As I near the end of my 30s, I’ve been doing a lot of thinking about my relationship mistakes, especially as I finalize my divorce. Mistakes are meant to happen but if you don’t learn from them, you’ll never grow or get what you’re looking for.
For me, I benefit the most when I share the life lessons I learned the hard way with the hopes that someone can steal a gem from the mistakes I made and choose a better path. In the two years since I’ve been separated from my former husband, I’ve also promised myself that I will never go through a divorce again, nor will I commit to the wrong person again.
These are some of the relationship mistakes I made in my 20s that set the bar too low for me. And I will NEVER repeat them again.
1. I ignored the nice guys.
Women ignore the nice guys when they feel bad about themselves. When you feel bad about yourself, you pick people who continue to validate those bad feelings about yourself. I’m not saying I will go out with anyone who’s nice simply because he’s nice, but I will give a nice guy a chance because I know that’s what I deserve.
2. I let him do all the work.
I always pursued the guys hardcore instead of letting them chase me, and when they did chase me, I ignored them because they were nice guys (see mistake #1). My former husband pursued me and that’s what worked. I’m a Type A female, but a man wants to feel like he’s earned the love of someone, not as if the woman threw herself at his feet.
3. I told the truth too much, too often.
I disclosed too much, too soon with new partners, and they didn’t stick around long because I chose jerks. Did these people really need or deserve to have my heart and soul on a plate? No, and I probably scared guys away that would’ve stuck around had I just went easy.
Don’t reveal everything too soon. People don’t need to know it all, and let your potential partner earn the right to share your private thoughts and skeletons. This doesn’t mean you shouldn’t trust people or be vulnerable, but that you should be smart and share private sensitive things in time.
4. I tolerated disrespect.
I did some of this in my marriage, but in my twenties there were many men who disrespected me, apologized, and then got an invite back to the party. No, no, no, no! Do NOT extend the invite to anyone who disrespects you. That person deserves a “go to jail” card for good. A kind person will make mistakes and maybe say the wrong thing, but will not disrespect you.
5. I let partners treat me like a puppet.
I’m not — I’m a human being. If these dudes wanted Barbie, they should’ve gone to Toys R Us. Remember that you’re your own being with your own strengths and weaknesses. You aren’t put here to be controlled and dictated by anyone. Never be a man’s plaything, doll, or puppet. Never.
No matter how hard I fought back and how many times I said “screw you” as the strong-willed girl I was then, my self-esteem was bad so I tolerated disrespect for the sake of being liked.
6. I put all my eggs in one basket.
When I liked a guy, I put too much of my happiness into him liking me. And when it ended because of something he did or I did, my happiness dissipated into thin air. Go slowly; things can fizzle fast once you get to know someone. Hormones and chemistry don’t always equal an amazing long-term commitment.

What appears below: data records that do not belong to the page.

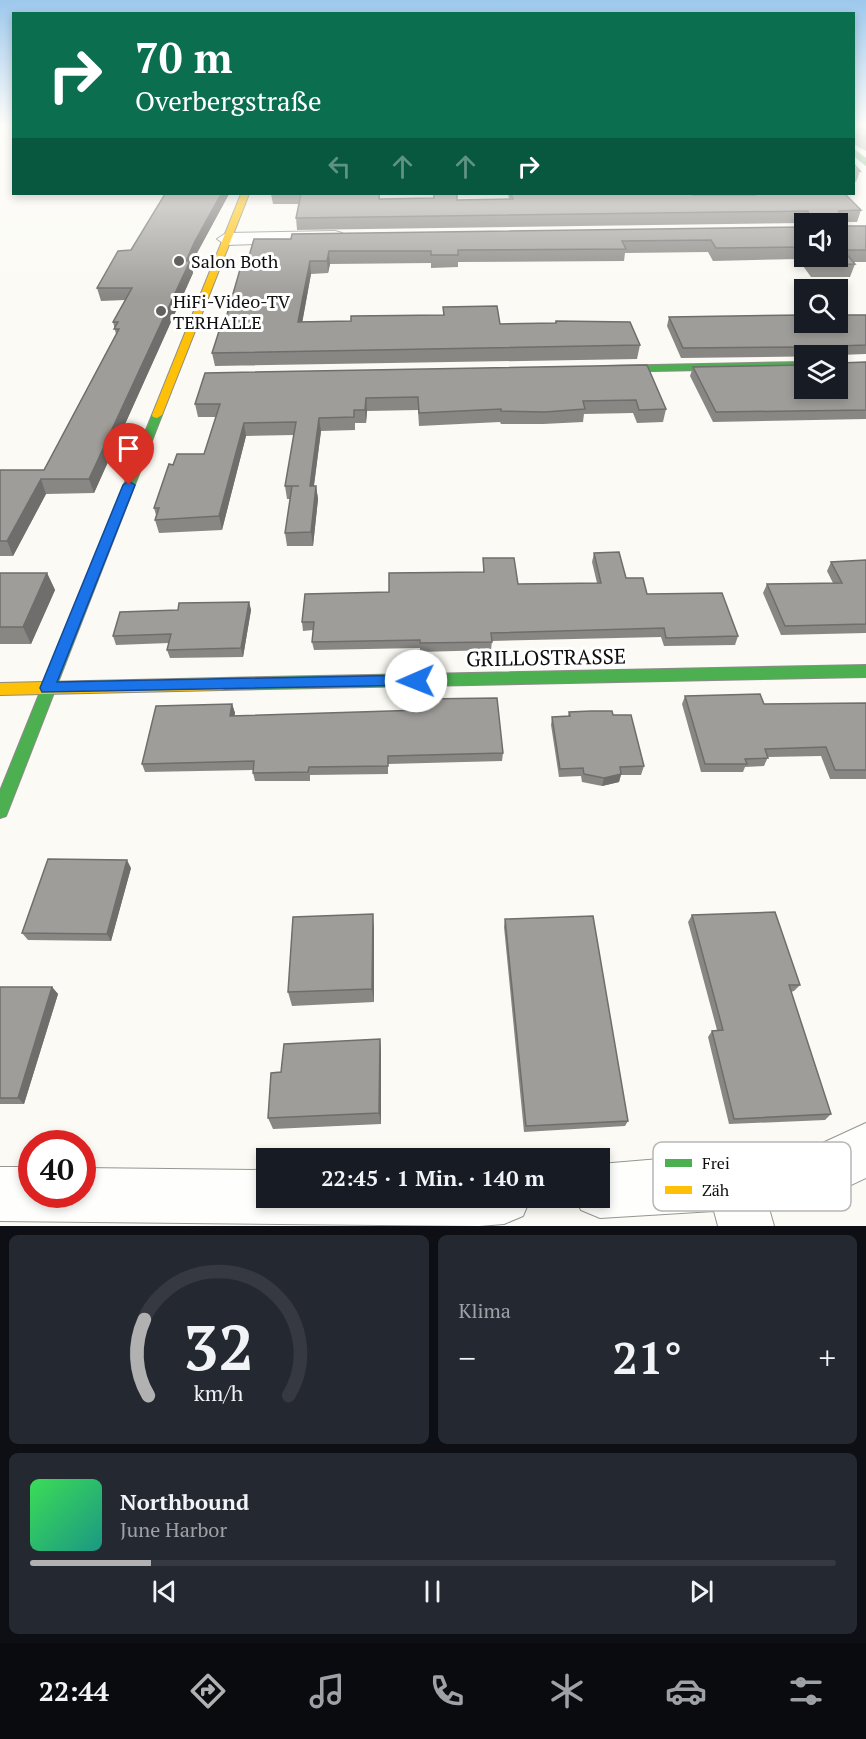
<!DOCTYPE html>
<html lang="de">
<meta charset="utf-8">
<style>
:root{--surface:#171b24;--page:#242831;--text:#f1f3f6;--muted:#9ea1a6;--line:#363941;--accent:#b1b1b2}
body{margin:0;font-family:"PT Serif",serif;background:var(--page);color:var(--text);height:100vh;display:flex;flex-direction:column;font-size:22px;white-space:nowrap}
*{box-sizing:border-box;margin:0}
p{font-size:20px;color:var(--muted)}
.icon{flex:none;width:33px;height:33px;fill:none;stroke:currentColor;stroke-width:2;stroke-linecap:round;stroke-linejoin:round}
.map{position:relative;height:1226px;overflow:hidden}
.drawer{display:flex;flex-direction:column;gap:9px;padding:9px;background:#0d0f14;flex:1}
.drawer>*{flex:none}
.hud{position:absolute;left:12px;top:12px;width:843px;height:183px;border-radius:0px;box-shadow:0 3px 9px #0003;background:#0b6e4f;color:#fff;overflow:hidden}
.fabs{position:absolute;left:794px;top:213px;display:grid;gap:12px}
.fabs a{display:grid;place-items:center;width:54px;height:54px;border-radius:0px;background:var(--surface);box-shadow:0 3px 9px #0003;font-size:30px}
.speed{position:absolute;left:18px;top:1130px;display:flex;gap:12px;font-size:30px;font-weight:700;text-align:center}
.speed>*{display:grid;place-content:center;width:78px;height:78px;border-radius:50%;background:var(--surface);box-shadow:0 3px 9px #0003;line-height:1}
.speed .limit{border:9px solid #d22;background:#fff;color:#111}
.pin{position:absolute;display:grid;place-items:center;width:51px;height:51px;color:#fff;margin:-62px -26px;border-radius:50% 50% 50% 0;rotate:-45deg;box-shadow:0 0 6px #0007}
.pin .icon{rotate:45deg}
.me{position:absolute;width:66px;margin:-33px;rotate:269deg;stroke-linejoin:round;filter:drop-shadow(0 0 4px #0008)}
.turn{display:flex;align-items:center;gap:21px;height:126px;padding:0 24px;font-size:27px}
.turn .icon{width:78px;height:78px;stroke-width:2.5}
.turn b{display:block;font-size:42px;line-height:51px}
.lanes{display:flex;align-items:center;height:57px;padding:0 24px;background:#0003;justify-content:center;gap:30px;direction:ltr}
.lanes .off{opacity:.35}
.big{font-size:45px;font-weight:700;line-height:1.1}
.drawer .tile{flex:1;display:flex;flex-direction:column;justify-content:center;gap:9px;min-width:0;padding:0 21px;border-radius:9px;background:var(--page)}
.drawer .dial{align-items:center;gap:0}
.dial svg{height:156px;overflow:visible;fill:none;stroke:var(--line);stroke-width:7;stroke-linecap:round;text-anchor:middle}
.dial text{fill:var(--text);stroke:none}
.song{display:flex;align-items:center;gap:18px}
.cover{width:72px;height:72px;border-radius:9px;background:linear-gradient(135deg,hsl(130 70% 55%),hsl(170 70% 35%))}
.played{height:6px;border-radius:3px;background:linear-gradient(90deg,var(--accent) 15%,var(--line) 15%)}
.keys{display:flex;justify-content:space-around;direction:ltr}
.heat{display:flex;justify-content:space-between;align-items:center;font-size:33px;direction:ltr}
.drawer .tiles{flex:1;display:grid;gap:9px;grid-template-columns:1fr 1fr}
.tile:last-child{grid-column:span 2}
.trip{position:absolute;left:256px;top:1148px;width:354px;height:60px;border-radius:0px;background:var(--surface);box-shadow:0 3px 9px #0003;font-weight:700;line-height:60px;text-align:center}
.tab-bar{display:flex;height:96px;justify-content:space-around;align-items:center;background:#090b0e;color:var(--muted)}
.tab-bar .icon{width:42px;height:42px}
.tab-bar .current{color:var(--accent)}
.tab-bar b{font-size:27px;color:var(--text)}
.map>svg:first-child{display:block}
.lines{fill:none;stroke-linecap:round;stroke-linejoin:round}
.street-casing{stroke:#959592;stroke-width:2}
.fast-casing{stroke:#8c8b89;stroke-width:2}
.slow-casing{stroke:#8c8b89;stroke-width:2}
.street{fill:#fefefd;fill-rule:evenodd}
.fast{fill:#4caf50;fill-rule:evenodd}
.slow{fill:#ffc107;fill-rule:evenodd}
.wall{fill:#898784}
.shaded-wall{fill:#6f6e6c}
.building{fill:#9f9d9a;stroke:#6f6e6c;stroke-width:1.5}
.route{fill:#1a73e8;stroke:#114b97;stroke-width:1.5}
.poi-dot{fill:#62615f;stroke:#fff;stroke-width:2}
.labels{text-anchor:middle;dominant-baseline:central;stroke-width:6;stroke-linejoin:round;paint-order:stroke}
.far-poi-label{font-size:18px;fill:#0f0f0f;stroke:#fff;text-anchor:start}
.street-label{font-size:21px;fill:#0f0f0f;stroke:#fff}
.key{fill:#fff;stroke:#b7b7b7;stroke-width:1.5}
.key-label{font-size:16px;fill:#0f0f0f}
</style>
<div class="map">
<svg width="866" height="1226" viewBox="0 0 866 1226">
<rect width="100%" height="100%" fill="#fbfaf4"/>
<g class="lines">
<defs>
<path id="street" d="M335,231L342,233L344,237L342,241L226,245L217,239L226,233Z
M866,1123V1178L819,1200L768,1205L774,1226H718L714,1211L600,1218L581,1210L575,1197H600V1164L816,1146Z
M0,1167H32V1194H82V1168L267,1170V1197H531L523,1216L504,1224L479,1226L0,1221Z"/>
<path id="fast" d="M854,150L866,159V165L854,155Z
M804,362V368L605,372L600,369L605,366Z
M157,412L162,415L8,811L6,816L0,818V791L152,415Z
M866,665V677L222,690L217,688L215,684L217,680L222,678Z"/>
<path id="slow" d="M241,194H249L162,415L157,418L153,417L152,415Z
M222,678L227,680L229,684L227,688L222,690L0,695V683Z"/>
</defs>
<!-- street casing -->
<use href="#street" class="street-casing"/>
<!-- fast casing -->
<use href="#fast" class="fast-casing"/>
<!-- slow casing -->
<use href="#slow" class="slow-casing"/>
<!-- street -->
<use href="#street" class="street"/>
<!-- fast -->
<use href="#fast" class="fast"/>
<!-- slow -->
<use href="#slow" class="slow"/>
</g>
<!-- wall -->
<path class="wall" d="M854,125H866V151L855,145L854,148Z
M854,164L860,171L856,182L854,181Z
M165,194H229L197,253L192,267L193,273L94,493L46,494L13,556H0V470H44L116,334L113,322L125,300L101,301L97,288L131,250Z
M271,194H380V199H433V194H457V200L509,199L508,194H691L692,195H743L742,194H845L861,210L857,222H839V226H866V262H853L855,264L850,277H811L798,259L713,261L708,252L625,253L624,261L458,262V267L431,268V263L330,264L328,273L311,274L302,322L351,321L443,315V307L500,324L555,323L556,321L640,345L637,359L215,366L212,353L224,325L291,239L804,227V256H837V224L804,223L297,230L296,218L299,204H273Z
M866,315V354L839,355V363L866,362V419L713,422L690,376L693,367L804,388L837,356L681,358L667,326L669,317Z
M647,365L666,409L663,422L637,423L633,413L584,414L583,422L543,424H501L500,422L419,426L418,410L367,411L366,423H355V430L321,431L314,486H316L318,499L313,546H287L285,533L290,499H287L285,486L294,435L246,436L222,530L159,533L155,520L156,515L154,508L173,465L204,454L216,417H198L195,404Z
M594,553L626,578L647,594L738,636L735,645L664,646L661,637L492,641L491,650L420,652V648L314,650L312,642L313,630L303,631L302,622L389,592L483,572V558L518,584L597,583L592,562Z
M866,560V633L781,635L763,593L767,584L833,583L827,571L831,562Z
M0,573H47L55,590L31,644H0Z
M249,602L251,610L243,657L170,658L167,650L169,643L116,645L113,636L178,610Z
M685,696L764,704L866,703V779H830L821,756L768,757L764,766L745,767L743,772H701L682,704Z
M232,704L235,713L234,716L503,753L502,761L388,764V774L310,775V781H255L253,773V770L145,772L142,764Z
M569,712L613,715L644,766L641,775H621L619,782L602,786L582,782L581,776L559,777L551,725L552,717L568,716Z
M131,868L111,941L28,940L22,933Z
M692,915L800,985L794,991L791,992L831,1114L825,1120L729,1124L708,1037L712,1031L717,1030L688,922Z
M505,919L628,1121L625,1126L524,1132L504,927Z
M374,928V1002L292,1006L288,992Z
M0,987H52L58,994L24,1104H0Z
M380,1039L381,1051V1124L273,1129L268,1118L281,1072Z"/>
<!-- shaded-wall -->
<path class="shaded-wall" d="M856,135H859L854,145L855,142Z
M221,194H229L197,253L192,267L193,273L94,493L89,479L195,241Z
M329,251L330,264L328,273L327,261Z
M310,261L311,274L300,335L298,322Z
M366,398L367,411L366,423L365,410Z
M319,418L321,431L312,499L310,486Z
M244,423L246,436L222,530L219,516Z
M41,479L46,494L13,556L7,541Z
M316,486L318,499L313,546L311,532Z
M47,573L55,590L31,644L23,627Z
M249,602L251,610L243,657L241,648Z
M232,704L235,713L233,724L230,716Z
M621,774L619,782L602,786L604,778Z
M127,860L131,868L111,941L107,934Z
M373,914L374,928V1002L372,989Z
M52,987L58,994L24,1104L18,1098Z
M380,1039L381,1051V1124L379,1113Z"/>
<!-- building -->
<path class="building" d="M854,125H866V139L859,135H856L855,142H854Z
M854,164L860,171L854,169Z
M165,194H221L195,241L186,261H190L89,479H41L7,541H0V470H44L119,329H114L118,322H113L132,288H97L118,251L131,250Z
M301,194H379V199L434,198V194H457V200L513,199L511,194H691L692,195H755L754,194H845L861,210L839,211V226H866V250H843L855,264L815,265L809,256H837V224H810L808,211L296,218Z
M804,227V250L801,247L716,248L711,240L622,241L626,249L458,250V255H431V251H329L327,261H310L298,322L351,321V316L444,315L443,307L497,306L500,324L556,323V321L630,322L640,345L212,353L221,325H224L241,266L247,263L254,239H291L292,234Z
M804,315V322H837V315H866V345L839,346V363L866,362V410L716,412L693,367L804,365V388H837V356H808L809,347L683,348L669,317Z
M647,365L666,409L639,410L636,400L583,401L585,409L545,412L501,411V409L419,413L418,397L366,398L365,410H354V417L319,418L310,486H316L311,532L285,533L292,486H299H285L296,422L244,423L219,516L155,520L159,508H154L169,464L173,465L177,454H204L220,404H195L205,373Z
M619,552L626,578H643L647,594L722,593L738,636L666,638L664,628L491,633L492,642L420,643V640L312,642L314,622H302L305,594L389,592V573L484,572L483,558H514L518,584L601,583L594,553Z
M866,560V624L785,626L767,584L842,583L831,562Z
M0,573H47L23,627H0Z
M249,602L241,648L167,650L171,634L113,636L120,612L178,610L179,603Z
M760,694L764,704L866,703V770H835L826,747L765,749L768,758L745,759L747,764H705L685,696Z
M497,698L503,753L388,756V766L309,767L308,772L253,773L254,761L142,764L156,706L232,704L230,716L422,710L421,699Z
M591,711H612L613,715H631L644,766L620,767L621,774L604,778L584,774L583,768L560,769L552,717L570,716L569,712Z
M48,859L127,860L107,934L22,933Z
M775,912L800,985H789L831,1114L734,1119L712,1031L723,1030L692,915Z
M373,914L372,989L288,992L293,917Z
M593,916L628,1121L526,1126L505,919Z
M0,987H52L18,1098H0Z
M380,1039L379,1113L268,1118L271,1073L281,1072L284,1044Z"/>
<!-- sky -->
<linearGradient id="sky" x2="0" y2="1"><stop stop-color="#9dc8ec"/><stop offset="0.42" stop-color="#fdfdfa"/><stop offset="1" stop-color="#fdfdfa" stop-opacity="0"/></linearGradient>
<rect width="866" height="297" fill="url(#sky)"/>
<!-- route -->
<path class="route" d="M129,481L135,485L57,682L416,675L423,681L421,685L42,692L40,688L123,485Z"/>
<!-- markers -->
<g class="poi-dot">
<circle cx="179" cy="261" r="6"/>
<circle cx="161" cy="311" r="6"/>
</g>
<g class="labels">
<!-- far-poi labels -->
<g class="far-poi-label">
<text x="191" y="261">Salon Both</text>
<text x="173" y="301">HiFi-Video-TV<tspan x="173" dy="21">TERHALLE</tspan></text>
</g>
<!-- street labels -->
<g class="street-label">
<text transform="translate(546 657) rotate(-1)">GRILLOSTRASSE</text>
</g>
</g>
<!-- legend -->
<rect x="653" y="1142" width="198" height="69" rx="9" class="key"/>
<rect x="665" y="1159" width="27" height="8" fill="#4caf50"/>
<rect x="665" y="1186" width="27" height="8" fill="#ffc107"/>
<g class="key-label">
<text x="702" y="1169">Frei</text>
<text x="702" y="1196">Zäh</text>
</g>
</svg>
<div class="fabs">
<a><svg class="icon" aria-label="sound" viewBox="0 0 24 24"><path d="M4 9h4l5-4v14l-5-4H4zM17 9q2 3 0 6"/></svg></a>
<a><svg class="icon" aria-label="search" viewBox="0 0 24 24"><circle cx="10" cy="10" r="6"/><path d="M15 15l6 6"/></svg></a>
<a><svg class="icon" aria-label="layers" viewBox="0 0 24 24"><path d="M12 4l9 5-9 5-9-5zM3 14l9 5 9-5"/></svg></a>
</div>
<div class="speed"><div class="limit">40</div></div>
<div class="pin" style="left:129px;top:485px;background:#d93025"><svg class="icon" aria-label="arrive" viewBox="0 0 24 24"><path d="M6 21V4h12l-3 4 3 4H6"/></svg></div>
<svg class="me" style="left:416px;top:681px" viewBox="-20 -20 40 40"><circle r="19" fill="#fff"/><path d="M0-13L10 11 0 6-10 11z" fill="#1a73e8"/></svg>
<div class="trip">22:45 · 1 Min. · 140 m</div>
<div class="hud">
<div class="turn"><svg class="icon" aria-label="right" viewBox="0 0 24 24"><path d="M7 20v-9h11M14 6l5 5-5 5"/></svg><div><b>70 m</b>Overbergstraße</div></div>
<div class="lanes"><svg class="icon off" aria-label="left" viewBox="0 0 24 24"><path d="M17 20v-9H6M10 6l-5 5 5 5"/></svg><svg class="icon off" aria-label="ahead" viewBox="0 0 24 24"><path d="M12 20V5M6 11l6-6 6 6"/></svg><svg class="icon off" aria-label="ahead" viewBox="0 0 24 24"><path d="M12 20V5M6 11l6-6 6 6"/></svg><svg class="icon" aria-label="right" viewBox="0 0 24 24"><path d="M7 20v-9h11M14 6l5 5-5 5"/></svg></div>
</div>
</div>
<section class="drawer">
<div class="tiles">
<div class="tile dial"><svg viewBox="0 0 100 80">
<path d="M14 69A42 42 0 1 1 86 69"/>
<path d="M14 69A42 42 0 0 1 12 30" stroke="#b1b1b2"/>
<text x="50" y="56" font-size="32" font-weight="700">32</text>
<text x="50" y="72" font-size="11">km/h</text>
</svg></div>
<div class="tile"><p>Klima</p>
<div class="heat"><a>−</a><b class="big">21°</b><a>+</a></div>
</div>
<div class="tile">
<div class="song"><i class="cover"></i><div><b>Northbound</b><p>June Harbor</p></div></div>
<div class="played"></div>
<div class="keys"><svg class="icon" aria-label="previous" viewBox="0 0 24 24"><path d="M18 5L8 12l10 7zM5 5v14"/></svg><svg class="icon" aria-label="pause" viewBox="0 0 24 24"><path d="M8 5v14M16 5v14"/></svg><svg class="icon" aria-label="next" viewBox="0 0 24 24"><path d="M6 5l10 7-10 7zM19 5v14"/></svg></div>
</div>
</div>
</section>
<nav class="tab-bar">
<b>22:44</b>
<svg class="icon current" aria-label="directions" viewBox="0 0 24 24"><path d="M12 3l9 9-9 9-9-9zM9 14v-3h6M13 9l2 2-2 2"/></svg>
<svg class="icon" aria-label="music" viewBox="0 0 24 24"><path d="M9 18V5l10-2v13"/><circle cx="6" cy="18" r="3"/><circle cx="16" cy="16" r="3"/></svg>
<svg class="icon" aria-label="phone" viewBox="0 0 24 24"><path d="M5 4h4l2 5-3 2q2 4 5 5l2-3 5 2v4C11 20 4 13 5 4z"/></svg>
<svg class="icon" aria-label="climate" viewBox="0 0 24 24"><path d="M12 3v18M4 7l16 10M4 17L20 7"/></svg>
<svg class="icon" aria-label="car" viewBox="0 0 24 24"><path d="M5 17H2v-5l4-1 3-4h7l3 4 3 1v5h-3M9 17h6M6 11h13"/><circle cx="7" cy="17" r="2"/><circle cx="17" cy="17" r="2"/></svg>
<svg class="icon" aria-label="filters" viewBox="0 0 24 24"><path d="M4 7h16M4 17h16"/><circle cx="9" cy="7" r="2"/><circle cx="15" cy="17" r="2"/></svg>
</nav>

7. I relied on someone else for my happiness.
It meant way too much to me to have someone like me back, and if the “liking stopped,” the depression came on. No one likes to be rejected or hurt, but if you define your happiness by how people feel about you, you’re bound to have one miserable life.
8. I needed men instead of wanting them.
I didn’t like the men I chose — I needed them. Needing someone isn’t sexy. It’s not the person you truly need, but some unmet need or issue you’re looking to resolve through someone else. You should want someone, not need them. No one person should be the reason for your existence.
9. I didn’t date around.
I had many dates and boyfriends, but I tended to find one person and stick with him until I moved to the next. I should’ve dated around more casually for the end-goal of having fun and meeting someone new. When you date for fun, you end up learning what you like, enjoying your time more, and finding someone who actually works well with you.
10. I didn’t enjoy what I had.
You’re complete on your own and have much to be happy for. I often felt incomplete if I didn’t have a guy who liked me or was single when my friends weren’t. I should’ve smelled the roses that were already planted and grew my life, rather than feeling incomplete because a guy was lacking. This was something I did much better in my thirties, and as an almost-divorced woman I’m very happy being single.
Relationships are hard but they don’t have to be hell if you work on being a solid independent person first. Before you can walk you must crawl, so work on you and you will attract better quality partners. More importantly, love your life and the people in it; the happier you are, the happier you will be in a relationship.